Are electronic signatures legally binding?

Where previously you could only use a wet signature to sign documents, most have been using the electronic or digital signature for quite some time now. And although e-signing saves a considerable amount of time and increases effectiveness, it also raises some questions. After all, to what extent is e-signing actually legally binding? Time to clear up the confusion once and for all!

First of all, it is good to know that the regulations concerning electronic signatures and their legal validity can differ by continent, country and even state. For example, in Europe, the electronic signature is regulated by the European eIDAS regulation (2014), and in the United States, the ESIGN ACT and UETA are in effect. 

Legality in Europa

The use of the electronic signature is regulated in Europe by the eIDAS. The eIDAS contains all kinds of agreements made with all European member states, ‘concerning electronic identification and trust services for electronic transactions in the internal market’, according to the eIDAS regulation. Among other things, the regulation ensures that all EU countries recognize each other’s electronic signatures as valid and it makes doing business across borders a lot more efficient and secure. In addition 

Trustworthiness is important

To know whether an electronic signature is legally valid, we look at the trustworthiness of the signature. The eIDAS distinguishes between three different electronic signatures; the simple electronic signature (SES), advanced electronic signature (AES) and qualified electronic signature (QES). In principle, all three electronic signatures are legally valid, but they each have their own level of trustworthiness. Once a conflict arises over the signed document and it gets so far that a judge is involved, he will always look for the trustworthiness of the method of authentication. 

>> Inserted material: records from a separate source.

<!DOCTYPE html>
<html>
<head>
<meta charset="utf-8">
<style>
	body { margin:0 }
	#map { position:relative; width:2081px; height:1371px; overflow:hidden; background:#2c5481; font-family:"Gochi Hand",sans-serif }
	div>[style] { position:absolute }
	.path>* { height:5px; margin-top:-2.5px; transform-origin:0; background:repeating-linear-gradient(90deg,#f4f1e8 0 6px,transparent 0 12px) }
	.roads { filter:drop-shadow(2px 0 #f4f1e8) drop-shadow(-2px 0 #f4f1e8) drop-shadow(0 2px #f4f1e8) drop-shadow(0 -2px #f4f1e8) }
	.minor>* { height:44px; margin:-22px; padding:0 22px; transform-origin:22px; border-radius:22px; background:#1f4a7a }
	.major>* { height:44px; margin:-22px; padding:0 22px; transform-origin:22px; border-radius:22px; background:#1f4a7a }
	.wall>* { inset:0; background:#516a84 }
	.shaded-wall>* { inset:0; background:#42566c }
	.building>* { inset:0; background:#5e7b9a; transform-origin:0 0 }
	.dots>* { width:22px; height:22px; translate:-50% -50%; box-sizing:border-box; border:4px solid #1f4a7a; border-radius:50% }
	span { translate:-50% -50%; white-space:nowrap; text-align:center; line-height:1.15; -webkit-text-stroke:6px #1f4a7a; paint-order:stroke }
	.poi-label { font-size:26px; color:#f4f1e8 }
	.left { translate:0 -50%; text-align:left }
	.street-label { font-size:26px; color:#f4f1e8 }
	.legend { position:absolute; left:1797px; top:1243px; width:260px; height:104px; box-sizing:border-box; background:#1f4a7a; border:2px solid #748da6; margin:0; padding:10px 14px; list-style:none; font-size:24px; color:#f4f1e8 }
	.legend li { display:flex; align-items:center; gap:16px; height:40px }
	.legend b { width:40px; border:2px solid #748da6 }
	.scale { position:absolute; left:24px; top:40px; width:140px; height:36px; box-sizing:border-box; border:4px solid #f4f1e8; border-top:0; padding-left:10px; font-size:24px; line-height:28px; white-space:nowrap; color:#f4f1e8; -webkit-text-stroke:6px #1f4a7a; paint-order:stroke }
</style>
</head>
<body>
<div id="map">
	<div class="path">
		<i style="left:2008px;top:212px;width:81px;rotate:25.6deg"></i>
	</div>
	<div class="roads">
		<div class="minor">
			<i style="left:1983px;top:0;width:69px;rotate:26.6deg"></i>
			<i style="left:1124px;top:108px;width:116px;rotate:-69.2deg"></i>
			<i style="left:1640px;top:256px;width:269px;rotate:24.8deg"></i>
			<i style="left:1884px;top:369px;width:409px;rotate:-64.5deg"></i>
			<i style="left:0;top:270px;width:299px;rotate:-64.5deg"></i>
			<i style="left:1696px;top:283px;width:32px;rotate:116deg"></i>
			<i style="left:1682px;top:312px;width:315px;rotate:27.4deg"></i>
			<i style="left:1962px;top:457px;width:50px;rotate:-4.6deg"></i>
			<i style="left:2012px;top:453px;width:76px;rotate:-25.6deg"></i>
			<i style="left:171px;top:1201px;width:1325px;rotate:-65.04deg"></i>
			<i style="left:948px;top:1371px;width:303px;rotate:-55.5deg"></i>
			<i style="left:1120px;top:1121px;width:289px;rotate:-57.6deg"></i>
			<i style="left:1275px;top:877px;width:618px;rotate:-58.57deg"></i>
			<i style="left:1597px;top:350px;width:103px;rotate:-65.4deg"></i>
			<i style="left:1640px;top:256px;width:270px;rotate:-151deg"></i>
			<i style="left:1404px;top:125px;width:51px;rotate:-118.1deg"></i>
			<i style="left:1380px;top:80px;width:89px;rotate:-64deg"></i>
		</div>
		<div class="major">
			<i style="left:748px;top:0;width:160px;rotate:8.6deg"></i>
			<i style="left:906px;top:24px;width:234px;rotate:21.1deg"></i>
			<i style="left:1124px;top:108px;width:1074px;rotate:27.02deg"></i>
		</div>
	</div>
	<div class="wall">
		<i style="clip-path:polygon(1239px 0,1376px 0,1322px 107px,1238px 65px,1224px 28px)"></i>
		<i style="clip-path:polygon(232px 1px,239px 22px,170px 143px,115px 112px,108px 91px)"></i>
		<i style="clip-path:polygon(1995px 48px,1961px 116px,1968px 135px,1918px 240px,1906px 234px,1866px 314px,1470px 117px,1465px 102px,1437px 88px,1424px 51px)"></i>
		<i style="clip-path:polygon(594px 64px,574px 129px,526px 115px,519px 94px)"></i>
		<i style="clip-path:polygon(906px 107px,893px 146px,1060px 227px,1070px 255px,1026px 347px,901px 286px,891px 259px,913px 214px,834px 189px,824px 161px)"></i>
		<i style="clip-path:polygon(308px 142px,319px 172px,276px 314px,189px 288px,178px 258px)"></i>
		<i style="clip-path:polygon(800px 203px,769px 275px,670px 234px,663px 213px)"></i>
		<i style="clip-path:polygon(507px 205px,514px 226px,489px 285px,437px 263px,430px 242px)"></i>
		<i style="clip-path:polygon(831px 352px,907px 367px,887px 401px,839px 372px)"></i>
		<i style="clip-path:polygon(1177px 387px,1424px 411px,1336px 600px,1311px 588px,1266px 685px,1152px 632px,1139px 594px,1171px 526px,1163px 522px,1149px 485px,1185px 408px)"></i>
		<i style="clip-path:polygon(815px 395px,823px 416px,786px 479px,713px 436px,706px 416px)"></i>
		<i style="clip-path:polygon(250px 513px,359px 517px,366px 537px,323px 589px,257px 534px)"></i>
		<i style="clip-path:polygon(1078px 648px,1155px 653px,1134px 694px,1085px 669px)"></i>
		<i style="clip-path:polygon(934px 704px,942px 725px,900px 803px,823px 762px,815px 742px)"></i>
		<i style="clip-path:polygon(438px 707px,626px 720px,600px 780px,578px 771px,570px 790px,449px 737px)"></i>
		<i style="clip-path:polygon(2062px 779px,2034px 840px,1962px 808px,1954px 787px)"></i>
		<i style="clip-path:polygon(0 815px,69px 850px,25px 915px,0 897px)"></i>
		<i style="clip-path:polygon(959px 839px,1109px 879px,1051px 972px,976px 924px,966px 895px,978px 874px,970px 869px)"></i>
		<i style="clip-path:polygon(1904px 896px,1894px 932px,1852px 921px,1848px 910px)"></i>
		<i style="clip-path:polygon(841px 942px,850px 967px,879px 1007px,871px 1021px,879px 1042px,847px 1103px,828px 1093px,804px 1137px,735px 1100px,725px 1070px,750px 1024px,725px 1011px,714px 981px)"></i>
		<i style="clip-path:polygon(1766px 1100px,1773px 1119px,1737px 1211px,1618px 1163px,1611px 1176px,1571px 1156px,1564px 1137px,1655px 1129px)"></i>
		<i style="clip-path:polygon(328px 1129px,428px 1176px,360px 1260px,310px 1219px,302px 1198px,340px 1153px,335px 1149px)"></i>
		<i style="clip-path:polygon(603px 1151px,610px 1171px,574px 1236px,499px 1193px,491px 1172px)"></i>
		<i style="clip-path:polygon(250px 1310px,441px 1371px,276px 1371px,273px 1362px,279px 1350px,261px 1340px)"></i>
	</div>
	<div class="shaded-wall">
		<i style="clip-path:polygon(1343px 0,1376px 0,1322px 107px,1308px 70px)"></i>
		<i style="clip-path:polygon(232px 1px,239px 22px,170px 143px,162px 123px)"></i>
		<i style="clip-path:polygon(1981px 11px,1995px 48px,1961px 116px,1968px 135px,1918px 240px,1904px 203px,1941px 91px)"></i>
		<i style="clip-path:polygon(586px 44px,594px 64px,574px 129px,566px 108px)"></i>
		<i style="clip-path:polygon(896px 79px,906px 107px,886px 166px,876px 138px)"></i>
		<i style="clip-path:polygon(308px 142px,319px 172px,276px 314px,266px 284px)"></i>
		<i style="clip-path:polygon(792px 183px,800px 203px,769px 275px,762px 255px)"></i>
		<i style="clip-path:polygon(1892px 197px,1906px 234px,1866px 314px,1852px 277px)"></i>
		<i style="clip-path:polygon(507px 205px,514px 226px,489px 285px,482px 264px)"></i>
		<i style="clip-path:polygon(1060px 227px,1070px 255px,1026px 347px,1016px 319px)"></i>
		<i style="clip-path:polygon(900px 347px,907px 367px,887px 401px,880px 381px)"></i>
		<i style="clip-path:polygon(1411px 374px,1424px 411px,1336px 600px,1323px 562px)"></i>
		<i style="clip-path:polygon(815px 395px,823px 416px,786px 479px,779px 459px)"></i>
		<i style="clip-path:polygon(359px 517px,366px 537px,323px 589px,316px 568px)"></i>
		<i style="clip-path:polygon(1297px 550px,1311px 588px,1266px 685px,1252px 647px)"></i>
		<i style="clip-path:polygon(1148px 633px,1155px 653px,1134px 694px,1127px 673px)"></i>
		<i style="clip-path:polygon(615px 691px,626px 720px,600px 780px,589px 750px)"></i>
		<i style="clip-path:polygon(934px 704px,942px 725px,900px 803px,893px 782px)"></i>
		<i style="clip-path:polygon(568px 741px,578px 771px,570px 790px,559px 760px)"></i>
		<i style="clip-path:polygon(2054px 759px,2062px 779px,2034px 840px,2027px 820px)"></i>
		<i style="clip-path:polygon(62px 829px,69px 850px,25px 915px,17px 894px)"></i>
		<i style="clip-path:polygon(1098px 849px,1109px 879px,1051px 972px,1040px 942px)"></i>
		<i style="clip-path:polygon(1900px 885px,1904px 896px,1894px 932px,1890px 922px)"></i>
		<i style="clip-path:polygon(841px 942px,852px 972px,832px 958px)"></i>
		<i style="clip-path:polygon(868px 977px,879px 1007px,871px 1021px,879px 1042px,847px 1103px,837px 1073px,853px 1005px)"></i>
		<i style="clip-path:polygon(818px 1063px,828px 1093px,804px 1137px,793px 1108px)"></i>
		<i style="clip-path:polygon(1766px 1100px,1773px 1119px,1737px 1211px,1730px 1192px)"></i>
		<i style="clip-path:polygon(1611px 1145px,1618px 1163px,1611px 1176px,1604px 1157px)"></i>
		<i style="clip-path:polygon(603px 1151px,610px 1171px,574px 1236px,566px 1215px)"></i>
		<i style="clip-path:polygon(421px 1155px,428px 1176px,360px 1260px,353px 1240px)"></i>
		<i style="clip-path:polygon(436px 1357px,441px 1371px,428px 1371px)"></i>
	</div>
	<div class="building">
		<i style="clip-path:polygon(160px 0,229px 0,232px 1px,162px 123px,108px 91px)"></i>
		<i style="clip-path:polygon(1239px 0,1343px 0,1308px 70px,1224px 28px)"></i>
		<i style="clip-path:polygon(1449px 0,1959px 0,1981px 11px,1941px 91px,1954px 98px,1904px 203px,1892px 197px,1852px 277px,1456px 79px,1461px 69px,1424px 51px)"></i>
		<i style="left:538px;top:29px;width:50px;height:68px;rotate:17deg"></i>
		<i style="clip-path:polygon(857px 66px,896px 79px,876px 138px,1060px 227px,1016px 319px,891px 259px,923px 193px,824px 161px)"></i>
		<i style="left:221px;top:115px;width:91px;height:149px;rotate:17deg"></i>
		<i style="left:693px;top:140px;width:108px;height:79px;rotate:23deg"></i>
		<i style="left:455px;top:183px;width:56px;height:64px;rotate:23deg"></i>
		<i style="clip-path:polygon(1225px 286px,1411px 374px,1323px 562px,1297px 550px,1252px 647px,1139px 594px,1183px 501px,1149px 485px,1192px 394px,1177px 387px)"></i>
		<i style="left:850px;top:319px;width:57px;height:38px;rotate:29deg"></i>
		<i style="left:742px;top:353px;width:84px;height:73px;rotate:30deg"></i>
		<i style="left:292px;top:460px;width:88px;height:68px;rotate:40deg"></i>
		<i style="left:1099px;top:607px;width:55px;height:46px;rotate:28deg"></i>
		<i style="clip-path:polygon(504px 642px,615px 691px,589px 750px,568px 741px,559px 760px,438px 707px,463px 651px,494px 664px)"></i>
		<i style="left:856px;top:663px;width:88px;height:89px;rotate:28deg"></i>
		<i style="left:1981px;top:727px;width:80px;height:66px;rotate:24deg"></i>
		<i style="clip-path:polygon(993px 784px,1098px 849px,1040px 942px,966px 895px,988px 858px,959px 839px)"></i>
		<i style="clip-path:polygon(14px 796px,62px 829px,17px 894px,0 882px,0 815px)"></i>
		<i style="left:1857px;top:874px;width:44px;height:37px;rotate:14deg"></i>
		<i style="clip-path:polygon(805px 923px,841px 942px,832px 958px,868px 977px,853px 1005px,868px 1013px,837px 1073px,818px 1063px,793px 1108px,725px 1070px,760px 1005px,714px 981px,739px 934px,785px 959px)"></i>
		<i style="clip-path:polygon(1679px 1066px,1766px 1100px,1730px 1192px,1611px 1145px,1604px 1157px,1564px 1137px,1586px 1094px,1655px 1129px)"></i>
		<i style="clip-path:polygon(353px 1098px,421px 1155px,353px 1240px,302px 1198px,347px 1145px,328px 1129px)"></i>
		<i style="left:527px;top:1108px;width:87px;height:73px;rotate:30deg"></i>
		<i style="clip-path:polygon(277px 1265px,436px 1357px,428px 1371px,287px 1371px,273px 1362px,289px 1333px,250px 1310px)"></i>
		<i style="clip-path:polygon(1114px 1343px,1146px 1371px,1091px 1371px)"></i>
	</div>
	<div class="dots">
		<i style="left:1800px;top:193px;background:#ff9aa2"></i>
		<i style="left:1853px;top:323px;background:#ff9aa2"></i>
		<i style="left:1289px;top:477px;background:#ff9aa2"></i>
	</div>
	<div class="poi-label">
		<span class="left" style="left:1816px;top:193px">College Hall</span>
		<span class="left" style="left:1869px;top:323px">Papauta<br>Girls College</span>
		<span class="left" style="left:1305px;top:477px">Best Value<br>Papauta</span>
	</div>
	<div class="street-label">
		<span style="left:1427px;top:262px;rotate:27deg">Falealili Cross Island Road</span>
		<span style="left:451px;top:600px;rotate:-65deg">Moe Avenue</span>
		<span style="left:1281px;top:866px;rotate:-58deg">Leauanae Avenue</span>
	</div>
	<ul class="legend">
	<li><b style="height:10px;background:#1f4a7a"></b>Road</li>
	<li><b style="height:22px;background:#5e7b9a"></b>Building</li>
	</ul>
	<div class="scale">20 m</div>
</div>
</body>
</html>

With the simple electronic signature, the trustworthiness level is very low; it is not easy to prove that the signer was also the person who had to sign and the content of the document can be changed afterwards. As a result, there is little chance that it will hold up as evidence in a courtroom.

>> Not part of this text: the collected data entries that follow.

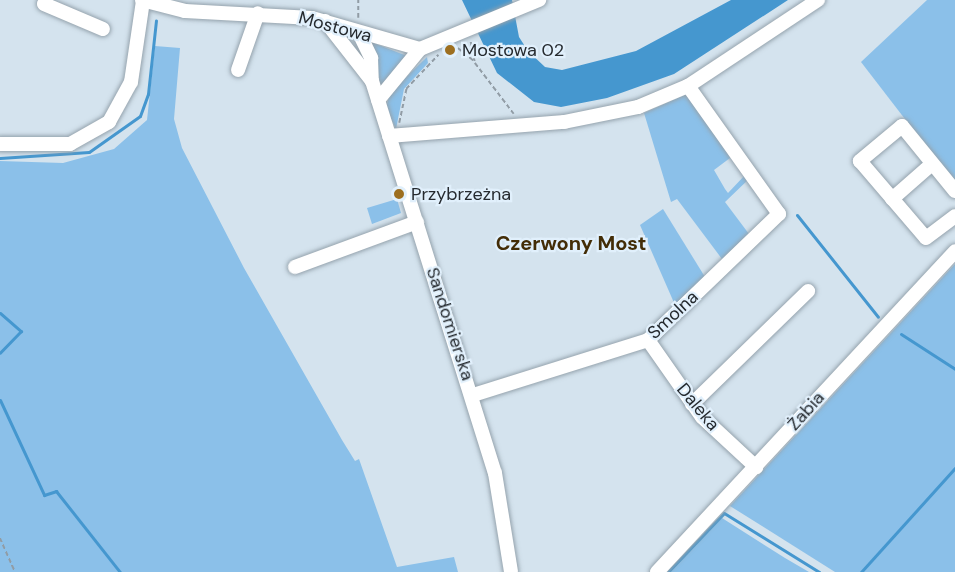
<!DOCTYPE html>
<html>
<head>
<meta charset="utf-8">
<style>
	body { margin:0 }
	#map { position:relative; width:955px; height:572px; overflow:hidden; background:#d4e3ee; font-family:"DM Sans",sans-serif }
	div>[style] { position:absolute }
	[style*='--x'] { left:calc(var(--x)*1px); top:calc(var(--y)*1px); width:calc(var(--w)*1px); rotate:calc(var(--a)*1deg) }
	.green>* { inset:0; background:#8bc0e9 }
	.water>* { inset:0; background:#4597cf }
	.stream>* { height:3px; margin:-1.5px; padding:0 1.5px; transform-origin:1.5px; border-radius:1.5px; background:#4597cf }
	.path>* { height:1.5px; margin-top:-0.75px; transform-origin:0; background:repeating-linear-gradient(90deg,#919ca5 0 4.5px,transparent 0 7.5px) }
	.roads { filter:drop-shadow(0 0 2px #95a3ad) drop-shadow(0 0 2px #95a3ad) }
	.minor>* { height:14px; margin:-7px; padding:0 7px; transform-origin:7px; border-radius:7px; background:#fff }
	.dots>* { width:16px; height:16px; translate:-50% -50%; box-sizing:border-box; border:3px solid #e1f0fc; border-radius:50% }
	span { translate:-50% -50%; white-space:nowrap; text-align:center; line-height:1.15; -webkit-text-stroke:4.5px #e1f0fc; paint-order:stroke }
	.street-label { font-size:18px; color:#252a2f }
	.poi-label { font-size:18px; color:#252a2f }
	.left { translate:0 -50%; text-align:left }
	.neighbourhood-label { font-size:20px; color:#432d07; font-weight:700 }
</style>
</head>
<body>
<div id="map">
	<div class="green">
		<i style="clip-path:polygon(927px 0,955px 0,955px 184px,861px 62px)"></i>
		<i style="clip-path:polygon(371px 42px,407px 56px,381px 86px,370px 42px)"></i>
		<i style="clip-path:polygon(155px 46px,180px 48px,174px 119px,182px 148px,244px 268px,342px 440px,355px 461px,359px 459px,397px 567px,454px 557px,458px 572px,0 572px,0 161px,63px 163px,114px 149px,147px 120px)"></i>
		<i style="clip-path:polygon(427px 57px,428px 63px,404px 89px,396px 129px,386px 108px,390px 93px)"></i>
		<i style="clip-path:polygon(689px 93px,734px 155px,714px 170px,725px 189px,728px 193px,746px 174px,751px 177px,725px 202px,749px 234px,722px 259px,677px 199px,671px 202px,644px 113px)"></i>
		<i style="clip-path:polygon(397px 199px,401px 213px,372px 224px,367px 208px)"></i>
		<i style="clip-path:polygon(663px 209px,705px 277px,675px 305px,640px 225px)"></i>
		<i style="clip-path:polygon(955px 264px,955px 572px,835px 572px,730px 506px)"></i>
		<i style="clip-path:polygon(722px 518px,785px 558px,809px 572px,671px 572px)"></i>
	</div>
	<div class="water">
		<i style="clip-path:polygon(462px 0,512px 0,519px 37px,528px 51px,545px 67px,562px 70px,636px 51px,731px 0,788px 0,674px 74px,607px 98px,561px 107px,534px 102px,497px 73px)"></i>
	</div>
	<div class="stream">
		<i style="--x:0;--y:158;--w:89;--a:-3.9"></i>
		<i style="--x:89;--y:152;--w:62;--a:-35.2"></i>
		<i style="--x:140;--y:116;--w:23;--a:-70"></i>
		<i style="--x:148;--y:94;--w:74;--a:-83.8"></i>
		<i style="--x:797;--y:215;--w:130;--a:51.5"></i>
		<i style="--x:0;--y:313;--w:28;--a:41"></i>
		<i style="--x:21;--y:331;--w:30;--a:134"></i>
		<i style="--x:901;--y:334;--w:64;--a:32.9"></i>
		<i style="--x:0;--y:400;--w:105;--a:65.1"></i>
		<i style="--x:44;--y:495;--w:13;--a:-18"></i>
		<i style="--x:56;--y:491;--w:103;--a:51.7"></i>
		<i style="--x:668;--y:572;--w:81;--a:-46.5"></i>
		<i style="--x:724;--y:513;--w:112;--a:31.8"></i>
		<i style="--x:861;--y:572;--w:140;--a:-47.9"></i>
	</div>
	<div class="path">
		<i style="--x:358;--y:18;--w:18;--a:-90"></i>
		<i style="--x:471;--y:42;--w:21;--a:79"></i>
		<i style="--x:475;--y:63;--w:64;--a:52.6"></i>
		<i style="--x:458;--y:48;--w:22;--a:39"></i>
		<i style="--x:399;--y:123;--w:35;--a:-78"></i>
		<i style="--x:406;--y:89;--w:47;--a:-46.7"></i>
		<i style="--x:0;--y:538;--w:37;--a:66"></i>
	</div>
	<div class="roads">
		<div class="minor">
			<i style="--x:46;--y:0;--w:4;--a:117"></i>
			<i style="--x:44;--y:4;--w:64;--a:23"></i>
			<i style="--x:142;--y:0;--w:44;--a:14.3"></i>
			<i style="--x:185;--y:11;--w:127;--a:3.2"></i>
			<i style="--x:312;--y:18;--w:112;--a:16"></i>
			<i style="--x:420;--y:49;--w:129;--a:-22.4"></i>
			<i style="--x:325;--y:21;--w:76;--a:51.9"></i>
			<i style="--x:372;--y:81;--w:411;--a:72.6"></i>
			<i style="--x:495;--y:473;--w:100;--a:80.8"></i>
			<i style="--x:359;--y:33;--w:28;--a:64"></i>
			<i style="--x:371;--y:58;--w:23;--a:88"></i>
			<i style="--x:238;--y:70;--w:60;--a:-70.7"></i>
			<i style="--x:378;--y:100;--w:66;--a:-50.5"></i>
			<i style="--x:389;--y:136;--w:176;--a:-4.6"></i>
			<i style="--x:564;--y:122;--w:76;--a:-11.5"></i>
			<i style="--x:638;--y:107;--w:54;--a:-22.8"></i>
			<i style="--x:688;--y:86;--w:156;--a:-33.5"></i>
			<i style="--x:0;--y:144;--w:70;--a:0"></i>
			<i style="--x:70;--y:144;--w:45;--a:-29.4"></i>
			<i style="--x:109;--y:122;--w:46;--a:-61.2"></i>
			<i style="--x:131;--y:82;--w:82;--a:-81.6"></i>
			<i style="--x:955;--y:191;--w:84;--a:-129.2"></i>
			<i style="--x:902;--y:126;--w:55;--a:140.2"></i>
			<i style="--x:860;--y:161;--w:101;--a:49.4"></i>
			<i style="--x:926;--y:238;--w:36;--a:-37"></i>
			<i style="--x:892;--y:199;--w:53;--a:-41.2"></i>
			<i style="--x:295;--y:267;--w:130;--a:-20.2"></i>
			<i style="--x:648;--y:340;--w:94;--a:55"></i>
			<i style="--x:702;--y:417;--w:74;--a:42.8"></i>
			<i style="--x:473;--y:395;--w:183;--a:-17.4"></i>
			<i style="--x:648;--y:340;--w:182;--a:-43.9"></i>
			<i style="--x:779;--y:214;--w:157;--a:-125.4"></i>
			<i style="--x:692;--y:404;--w:162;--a:-44.2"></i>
			<i style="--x:657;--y:572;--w:438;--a:-47.1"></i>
		</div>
	</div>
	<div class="dots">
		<i style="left:450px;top:50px;background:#9d6f20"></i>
		<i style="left:399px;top:194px;background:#9d6f20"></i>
	</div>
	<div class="street-label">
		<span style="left:335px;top:27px;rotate:15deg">Mostowa</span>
		<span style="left:673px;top:315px;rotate:-43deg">Smolna</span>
		<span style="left:450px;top:324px;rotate:72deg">Sandomierska</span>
		<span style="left:698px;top:407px;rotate:50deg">Daleka</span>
		<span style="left:806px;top:411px;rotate:-48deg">Żabia</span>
	</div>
	<div class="poi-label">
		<span class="left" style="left:462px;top:50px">Mostowa 02</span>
		<span class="left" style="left:411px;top:194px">Przybrzeżna</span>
	</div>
	<div class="neighbourhood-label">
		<span style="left:571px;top:243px">Czerwony Most</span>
	</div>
</div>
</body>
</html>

For very important documents it is therefore advisable to use the advanced electronic signature or, even better, the qualified electronic signature. These signatures are also called “digital signatures” and have a higher level of reliability because they have to meet more requirements. Thus, the advanced electronic signature is often in combination with a unique code that is linked to the document and / or two-step verification, so that the signer can be identified. 

The qualified electronic signature goes one step further. It is created with a qualified means and qualified certificate (PKI certificate). This certificate is personal so this type of electronic signature has the highest reliability level. With the qualified electronic signature you can be sure that it has sufficient evidential value. Compliance with the agreements made can be enforced. 

Legality in The United States

In the United States, different rules apply regarding electronic signatures. Agreements concerning the electronic signatures are regulated in the UETA and the ESIGN Act. The UETA is a law that gives legal validity to electronic contracts and signatures. The UETA has the same goal as the eIDAS; to remove obstacles to electronic commerce by validating electronic signatures.

Shortly after UETA was introduced, another law came along; the ESIGN Act. The ESIGN Act actually regulates the same thing as the UETA. However, the main difference between the two laws is that the ESIGN Act is a federal law, while the UETA is a state-by-state law. This means that each state within the United States may decide for itself whether to adopt or repeal the UETA regulations. The ESIGN Act then exists to subsequently resolve conflicts between state-based electronic signature laws. 

Both the UETA and the ESIGN Act provide a legal basis and framework for electronic signatures. This framework includes the following requirements to ensure the legitimacy of electronic signatures: 

1. Intent to sign: each signer must declare his intention; 

2. Consent: all involved third parties must provide consent to do business electronically;

3. Verification: an audit trail should clearly show the history of the signing process; 

4. Record Retention: documents must be able to be reproduced and all signatories must receive copies of and have access to the document.

Electronic signatures that comply with the rules of the UETA and/or the ESIGN Act are legally valid and enforceable. They are given the same legal status as handwritten signatures under state law. However, electronic signatures combined with sealing, strong authentication, security and an audit trail have a more weighty evidentiary value than a scanned image of a document with a signature.  

To summarize

In principle, we can say that the electronic signature is legally valid and legally enforceable in many cases. However, if you want to be sure, then in Europe you can best use the qualified electronic signature. This has the highest level of reliability concerning authentication. In the United States, electronic signatures are also valid, provided they meet the requirements of the UETA and ESIGN Act. 

Although e-signing is valid in many cases, caution is advised when signing important documents (read: wills, court orders or other official legal documents). For these types of documents, we recommend consulting the laws, or a lawyer if necessary. 

Do you want to use eSigning software to sign documents and contracts? Check carefully whether the signatures offered by the software comply with the eIDAS, UETA or the ESIGN Act.